McLaren’s Australian distributor has taken the wraps of the new McLaren GT on local turf, confirming it will be priced from $399,995 plus on-road costs.
Positioned as the British supercar-maker’s do-it-all variant, the new McLaren GT squeezes between the 570S ($395,000) and the 570GT ($415,000) on price, but brings an entirely different skillset to the fold.
“The mission of this car is to bring a new buyer into the brand, perhaps [owners of] more lifestyle cars who want to use the car on a more regular basis,” McLaren’s global marketing boss, Jamie Corstorphine, tells carsales.com.au.
“The focus is on refinement, usability and luggage space.”
First customer deliveries of the McLaren GT, which will be launched in Europe later this week, will land in Australia from the fourth quarter of 2019.

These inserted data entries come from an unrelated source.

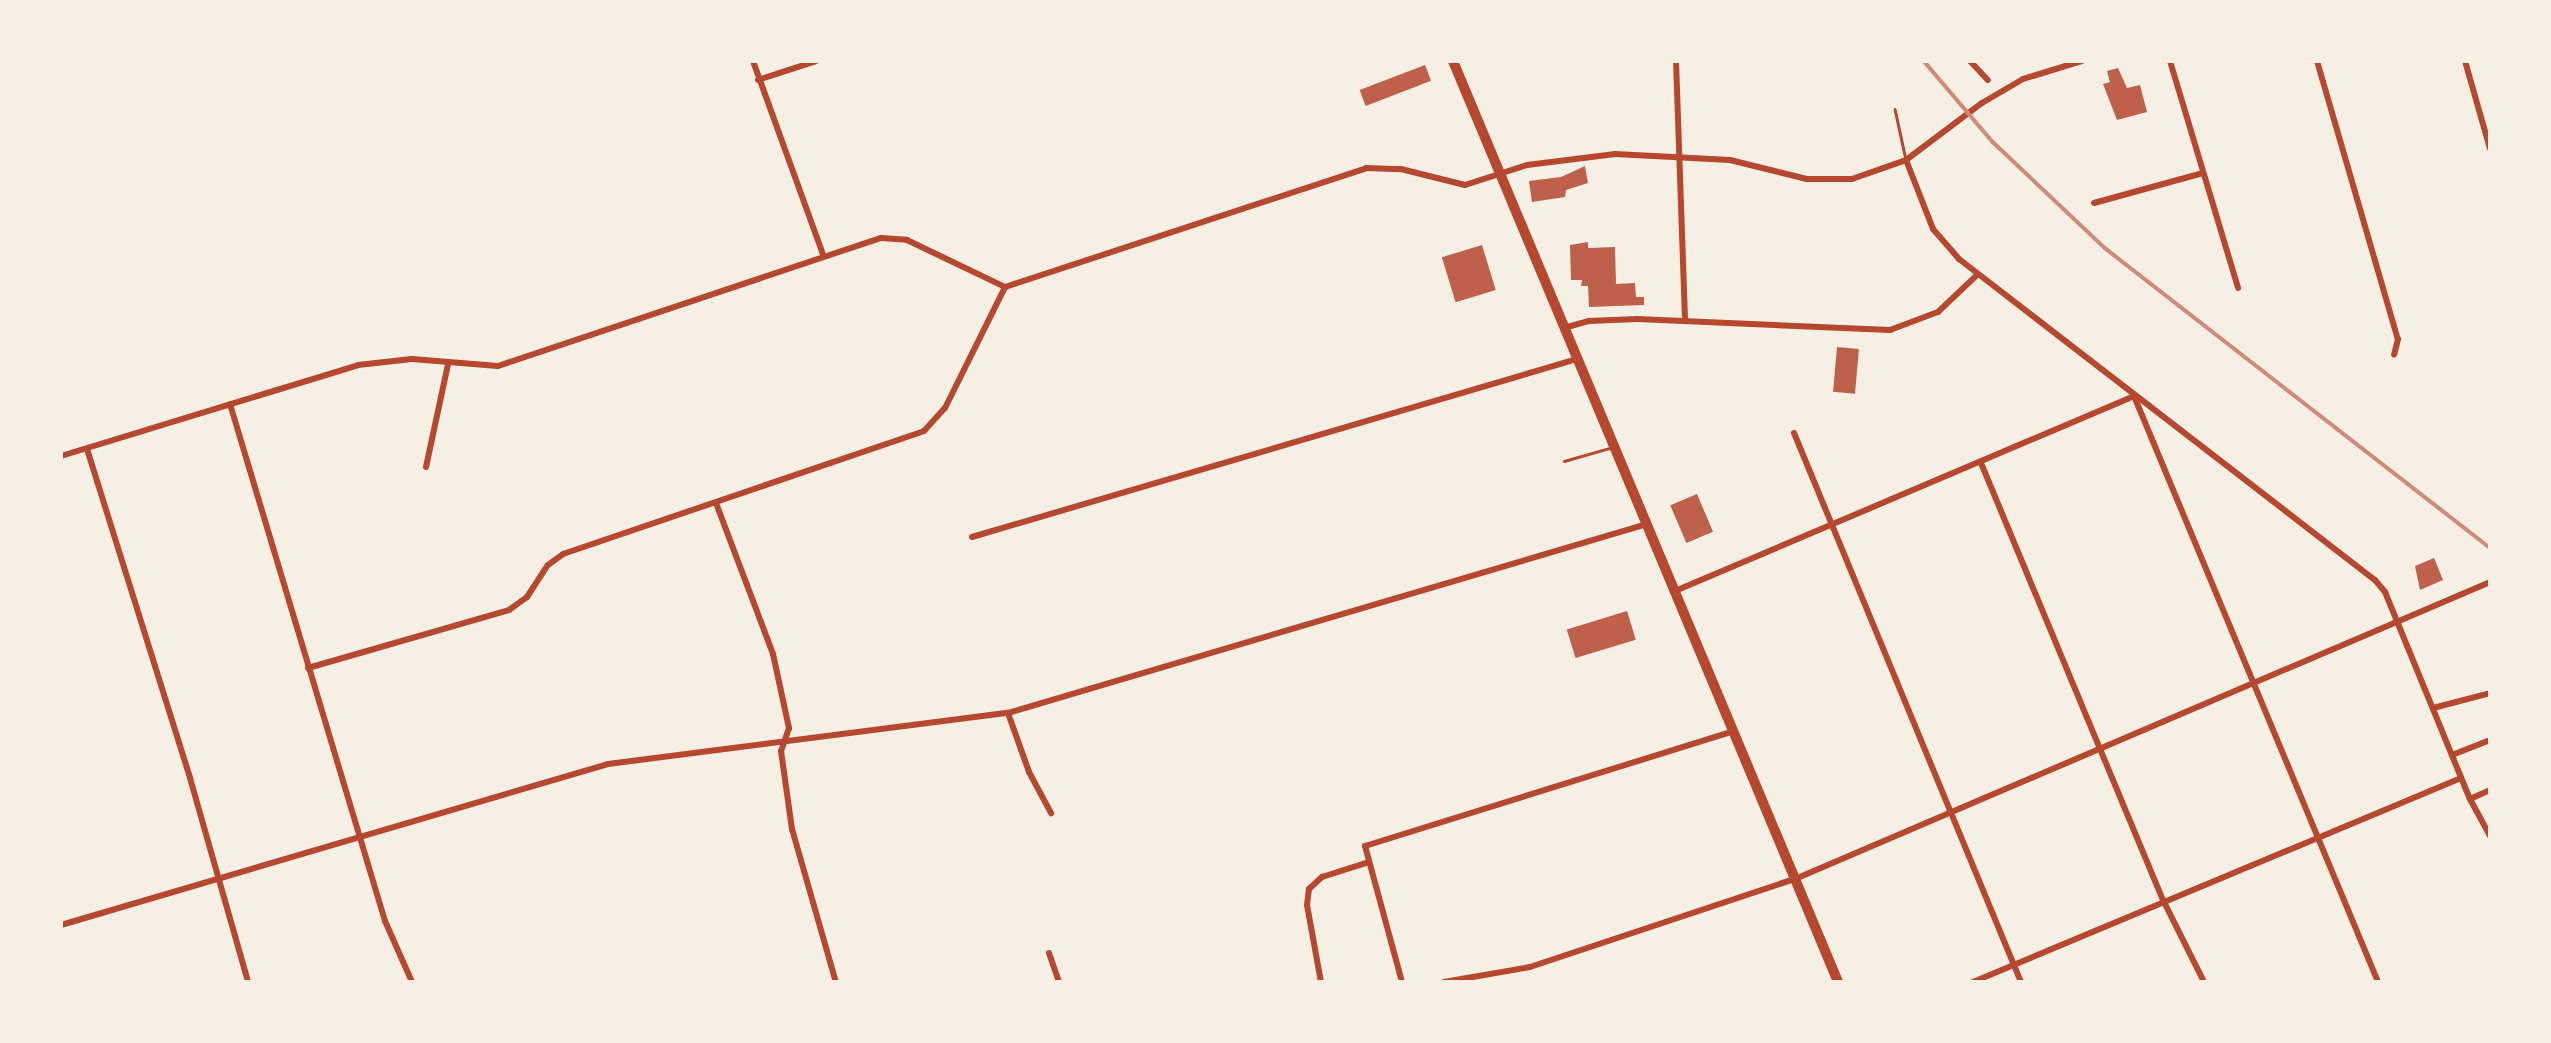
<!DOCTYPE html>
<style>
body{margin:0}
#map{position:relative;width:2551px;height:1043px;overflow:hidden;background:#f6efe4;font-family:Figtree,sans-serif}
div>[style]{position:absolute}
.building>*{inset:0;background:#bf614a;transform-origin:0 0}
.service>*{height:2.5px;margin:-1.25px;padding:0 1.25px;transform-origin:1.25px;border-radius:1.25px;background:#b5482f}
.minor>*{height:6px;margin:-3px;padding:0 3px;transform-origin:3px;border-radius:3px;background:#b5482f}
.primary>*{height:10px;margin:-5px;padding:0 5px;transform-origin:5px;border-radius:5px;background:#b5482f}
.rail>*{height:3.5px;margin:-1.75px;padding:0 1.75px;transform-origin:1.75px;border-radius:1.75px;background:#cf8b77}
span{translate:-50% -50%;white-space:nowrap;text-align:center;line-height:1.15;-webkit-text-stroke:5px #f6efe4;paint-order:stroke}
.frame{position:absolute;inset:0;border:63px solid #f6efe4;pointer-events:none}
</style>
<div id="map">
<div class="building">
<div style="left:1425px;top:65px;width:17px;height:70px;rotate:69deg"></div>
<div style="clip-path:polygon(2118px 68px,2127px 88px,2140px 85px,2147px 112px,2117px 120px,2103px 84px,2110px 82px,2107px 71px)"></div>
<div style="clip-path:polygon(1585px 166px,1588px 183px,1566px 190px,1565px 197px,1532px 202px,1529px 181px,1561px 177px)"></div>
<div style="clip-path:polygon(1588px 242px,1588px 248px,1615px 247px,1616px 284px,1635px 283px,1636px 297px,1644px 297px,1644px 305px,1589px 307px,1588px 286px,1581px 286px,1582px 280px,1571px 280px,1570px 245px)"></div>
<div style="left:1482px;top:245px;width:47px;height:42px;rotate:73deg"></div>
<div style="left:1837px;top:347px;width:22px;height:45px;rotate:5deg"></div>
<div style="left:1697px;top:494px;width:41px;height:29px;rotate:67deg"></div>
<div style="clip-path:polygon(2434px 558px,2443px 580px,2420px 590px,2415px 566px)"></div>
<div style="left:1627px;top:611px;width:30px;height:63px;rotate:73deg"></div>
</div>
<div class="service">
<div style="left:1895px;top:109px;width:52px;rotate:77.8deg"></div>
<div style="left:1564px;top:461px;width:51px;rotate:-15.9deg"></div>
</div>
<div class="minor">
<div style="left:753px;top:61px;width:205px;rotate:70.1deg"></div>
<div style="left:1676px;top:61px;width:260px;rotate:88deg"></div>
<div style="left:1970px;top:61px;width:26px;rotate:47deg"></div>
<div style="left:2170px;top:61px;width:237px;rotate:73.3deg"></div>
<div style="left:2317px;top:61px;width:290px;rotate:73.8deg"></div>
<div style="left:2398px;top:339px;width:16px;rotate:104deg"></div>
<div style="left:2465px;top:61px;width:91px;rotate:74.1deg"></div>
<div style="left:758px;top:80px;width:61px;rotate:-18.1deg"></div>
<div style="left:1906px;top:160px;width:74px;rotate:68.6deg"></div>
<div style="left:1933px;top:229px;width:40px;rotate:49deg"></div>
<div style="left:1959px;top:259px;width:525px;rotate:37.66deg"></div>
<div style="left:2375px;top:580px;width:16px;rotate:50deg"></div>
<div style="left:2385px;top:592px;width:224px;rotate:67.7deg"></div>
<div style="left:2470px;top:799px;width:42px;rotate:61.6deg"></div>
<div style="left:2094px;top:203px;width:113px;rotate:-15.4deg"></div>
<div style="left:1564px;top:328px;width:26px;rotate:-16deg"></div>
<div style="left:1589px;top:321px;width:48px;rotate:-2.4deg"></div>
<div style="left:1637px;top:319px;width:253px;rotate:2.5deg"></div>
<div style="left:1890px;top:330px;width:51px;rotate:-20.6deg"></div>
<div style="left:1938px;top:312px;width:55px;rotate:-43.5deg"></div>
<div style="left:230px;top:404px;width:540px;rotate:73.31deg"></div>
<div style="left:385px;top:921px;width:67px;rotate:66.1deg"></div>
<div style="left:1794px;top:433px;width:594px;rotate:67.54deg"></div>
<div style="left:87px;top:449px;width:345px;rotate:72.6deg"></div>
<div style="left:190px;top:778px;width:212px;rotate:74.1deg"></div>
<div style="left:61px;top:456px;width:311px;rotate:-17deg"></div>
<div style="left:358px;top:365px;width:54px;rotate:-6.3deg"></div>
<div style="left:412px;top:359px;width:86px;rotate:4.7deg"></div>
<div style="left:498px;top:366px;width:404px;rotate:-18.5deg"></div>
<div style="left:881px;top:238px;width:26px;rotate:4deg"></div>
<div style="left:907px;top:240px;width:109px;rotate:25.6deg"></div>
<div style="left:1005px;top:287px;width:380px;rotate:-18.2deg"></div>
<div style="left:1366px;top:168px;width:35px;rotate:2deg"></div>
<div style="left:1401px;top:169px;width:66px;rotate:14deg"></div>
<div style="left:1465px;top:185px;width:65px;rotate:-17.9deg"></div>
<div style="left:1527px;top:165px;width:89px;rotate:-7.1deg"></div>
<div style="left:1615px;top:154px;width:115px;rotate:3deg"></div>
<div style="left:1730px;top:160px;width:79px;rotate:13.9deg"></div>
<div style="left:1807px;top:179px;width:45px"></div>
<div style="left:1852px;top:179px;width:57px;rotate:-19.4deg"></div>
<div style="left:1906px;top:160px;width:95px;rotate:-36.9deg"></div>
<div style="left:1982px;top:103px;width:48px;rotate:-30.3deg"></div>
<div style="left:2023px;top:79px;width:62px;rotate:-17deg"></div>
<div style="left:1981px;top:463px;width:476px;rotate:67.4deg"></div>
<div style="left:2164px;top:902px;width:89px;rotate:63.4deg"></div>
<div style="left:426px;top:467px;width:105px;rotate:-77.9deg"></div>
<div style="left:716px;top:503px;width:161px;rotate:69.3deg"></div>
<div style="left:773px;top:654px;width:76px;rotate:77.8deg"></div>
<div style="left:789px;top:728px;width:24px;rotate:109deg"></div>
<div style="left:781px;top:751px;width:79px;rotate:82deg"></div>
<div style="left:792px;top:829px;width:159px;rotate:74deg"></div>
<div style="left:972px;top:537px;width:631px;rotate:-16.39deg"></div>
<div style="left:1675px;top:591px;width:499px;rotate:-23deg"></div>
<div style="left:2134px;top:396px;width:635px;rotate:67.39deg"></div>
<div style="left:308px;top:668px;width:209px;rotate:-16.1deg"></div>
<div style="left:509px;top:610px;width:22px;rotate:-36deg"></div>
<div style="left:527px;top:597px;width:38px;rotate:-57deg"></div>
<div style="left:548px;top:565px;width:19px;rotate:-36deg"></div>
<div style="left:563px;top:554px;width:381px;rotate:-18.8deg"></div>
<div style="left:924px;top:431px;width:31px;rotate:-48deg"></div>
<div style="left:945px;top:408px;width:135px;rotate:-63.6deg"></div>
<div style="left:2433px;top:708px;width:59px;rotate:-14.7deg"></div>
<div style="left:1008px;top:713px;width:63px;rotate:70.4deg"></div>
<div style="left:1029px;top:772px;width:47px;rotate:61.8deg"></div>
<div style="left:2452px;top:755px;width:41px;rotate:-21.5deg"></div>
<div style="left:2470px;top:799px;width:22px;rotate:-24deg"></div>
<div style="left:61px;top:925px;width:570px;rotate:-16.4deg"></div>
<div style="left:608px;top:764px;width:403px;rotate:-7.3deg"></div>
<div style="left:1008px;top:713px;width:666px;rotate:-16.48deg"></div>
<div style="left:1049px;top:953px;width:31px;rotate:71deg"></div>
<div style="left:1321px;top:982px;width:78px;rotate:-100.3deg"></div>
<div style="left:1307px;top:905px;width:16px;rotate:-83deg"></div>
<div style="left:1309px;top:889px;width:18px;rotate:-43deg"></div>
<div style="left:1322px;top:877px;width:49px;rotate:-17.7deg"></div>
<div style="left:1402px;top:982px;width:141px;rotate:-105.2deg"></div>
<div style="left:1365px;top:846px;width:387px;rotate:-17.3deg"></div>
<div style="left:1444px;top:982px;width:87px;rotate:-9.9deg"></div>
<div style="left:1530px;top:967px;width:279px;rotate:-18.4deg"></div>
<div style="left:1795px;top:879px;width:756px;rotate:-23.14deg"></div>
<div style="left:1973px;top:982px;width:529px;rotate:-22.69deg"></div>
</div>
<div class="primary">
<div style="left:1453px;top:61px;width:998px;rotate:67.31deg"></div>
</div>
<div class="rail">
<div style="left:1924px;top:61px;width:106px;rotate:49.6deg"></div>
<div style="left:1993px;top:142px;width:154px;rotate:43.4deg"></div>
<div style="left:2105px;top:248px;width:488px;rotate:37.9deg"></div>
</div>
<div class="frame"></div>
</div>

The newcomer purportedly combines “competition levels of performance and continent-crossing capability” and is the fourth variant in the British car-maker’s highly touted Track25 business plan.
The GT’s 4.7-metre body wraps around a familiar carbon-fibre monocoque chassis, but differentiating it are unique engine mounts that offer half the stiffness of the car-maker’s track-focussed 600LT, along with longer front and rear overhangs.
Bolstering its everyday amenity, the McLaren GT’s 10-degree front approach and 13-degree rear departure angles are said to be more amenable to driveway entrances than most McLarens, as is its 110mm ground clearance (130mm with vehicle lift).
The GT’s on-road skillset is owed to a new suspension system that uses sensors to ‘read’ the road ahead. The lightweight aluminium, double wishbone design is paired with hydraulic dampers to deliver Proactive Damping Control across three set parameters – Comfort, Sport and Track.
Elsewhere, the GT employs McLaren’s hydraulic steering system. McLaren says engineers were able to develop a single software map across the different driving modes.
The newcomer promises some semblance of practicality courtesy of a 150-litre front storage area and 420-litre luggage space below a front-hinged, full-length glazed tailgate at the rear.
Some would say the GT tones down the styling of recent McLarens, even though it maintains dihedral doors and a classic silhouette.
At the GT’s heart is McLaren’s ubiquitous 4.0-litre twin-turbocharged V8 engine, promising 456kW and 603Nm, mated to a seven-speed automatic transmission.
Apportioning drive solely to the rear wheels, the GT offers a claimed 0-100km/h time of 3.2 seconds, 0-200km/h in 9.0 seconds and top speed of 326km/h. It also promises “superior exhaust sound quality … true of Grand Tourer”.
Inside, the two-seater McLaren GT is replete with Nappa leather as standard throughout, and features McLaren’s most sophisticated infotainment system to-date. A 7.0-inch touch-screen houses climate control functions, sat-nav, Bluetooth, media streaming and voice activation.
Mated to the central screen is a 12.3-inch TFT digital display in the instrument cluster.